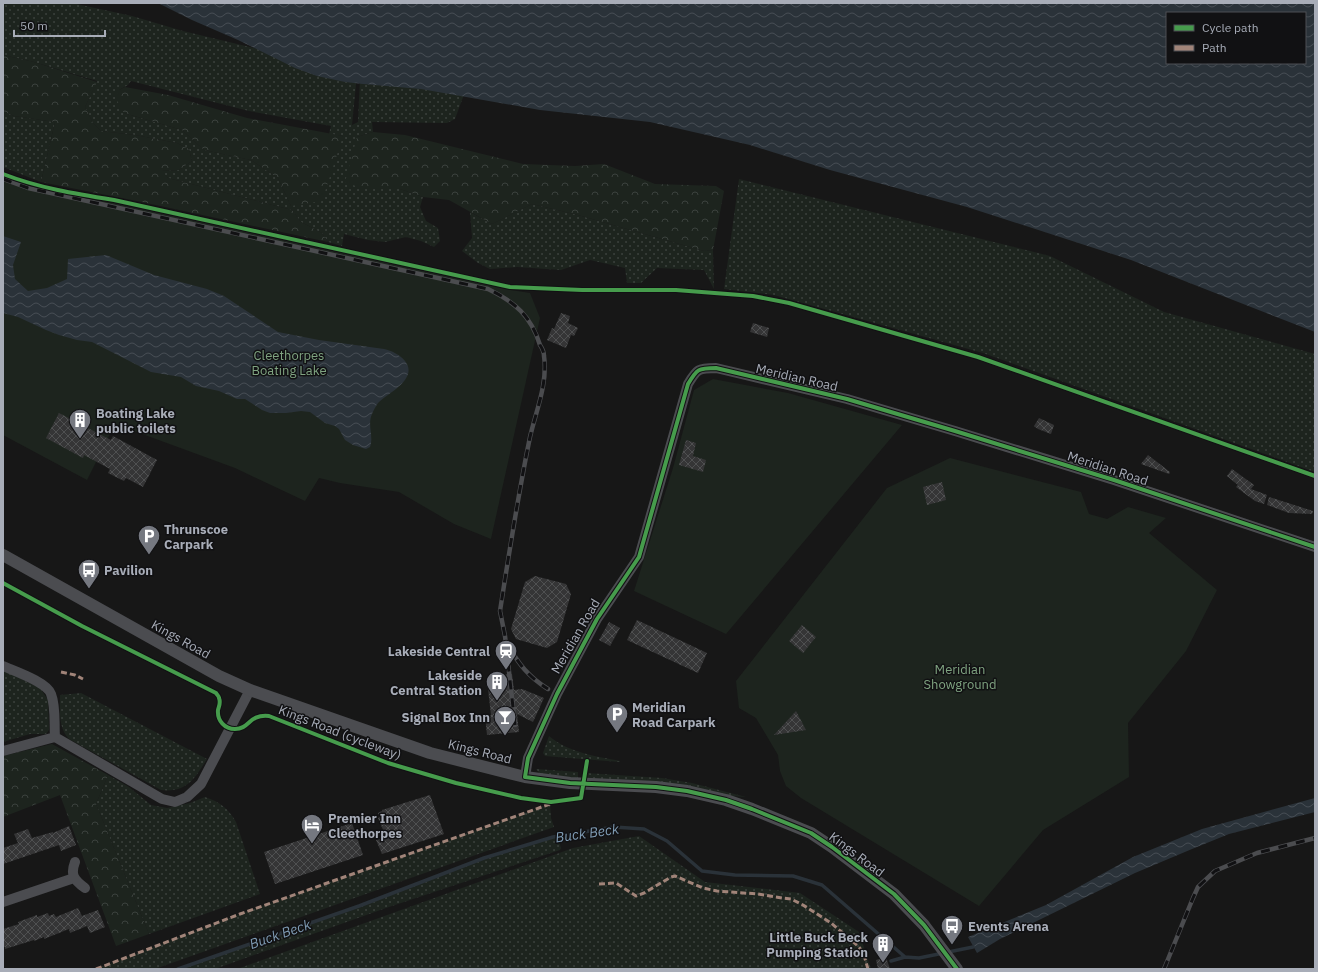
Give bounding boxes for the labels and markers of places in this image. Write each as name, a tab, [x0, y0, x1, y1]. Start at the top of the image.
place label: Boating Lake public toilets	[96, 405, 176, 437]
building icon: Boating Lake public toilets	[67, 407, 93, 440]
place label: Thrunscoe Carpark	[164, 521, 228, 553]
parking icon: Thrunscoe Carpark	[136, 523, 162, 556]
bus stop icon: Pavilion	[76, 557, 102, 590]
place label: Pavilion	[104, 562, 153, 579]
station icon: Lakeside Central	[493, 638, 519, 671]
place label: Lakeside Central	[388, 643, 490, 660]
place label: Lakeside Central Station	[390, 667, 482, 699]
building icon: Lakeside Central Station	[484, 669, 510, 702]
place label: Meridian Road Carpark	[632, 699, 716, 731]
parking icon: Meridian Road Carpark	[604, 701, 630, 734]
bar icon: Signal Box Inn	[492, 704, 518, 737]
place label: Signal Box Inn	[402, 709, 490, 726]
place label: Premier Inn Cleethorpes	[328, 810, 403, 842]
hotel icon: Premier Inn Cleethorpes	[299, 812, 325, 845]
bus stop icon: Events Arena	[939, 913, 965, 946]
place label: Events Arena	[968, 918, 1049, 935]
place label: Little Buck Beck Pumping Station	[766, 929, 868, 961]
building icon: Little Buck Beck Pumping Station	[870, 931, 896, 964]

..............................

About this exercise:
What lines of the listing above hold "Beck"? Copy all of them.

Output:
place label: Little Buck Beck Pumping Station	[766, 929, 868, 961]
building icon: Little Buck Beck Pumping Station	[870, 931, 896, 964]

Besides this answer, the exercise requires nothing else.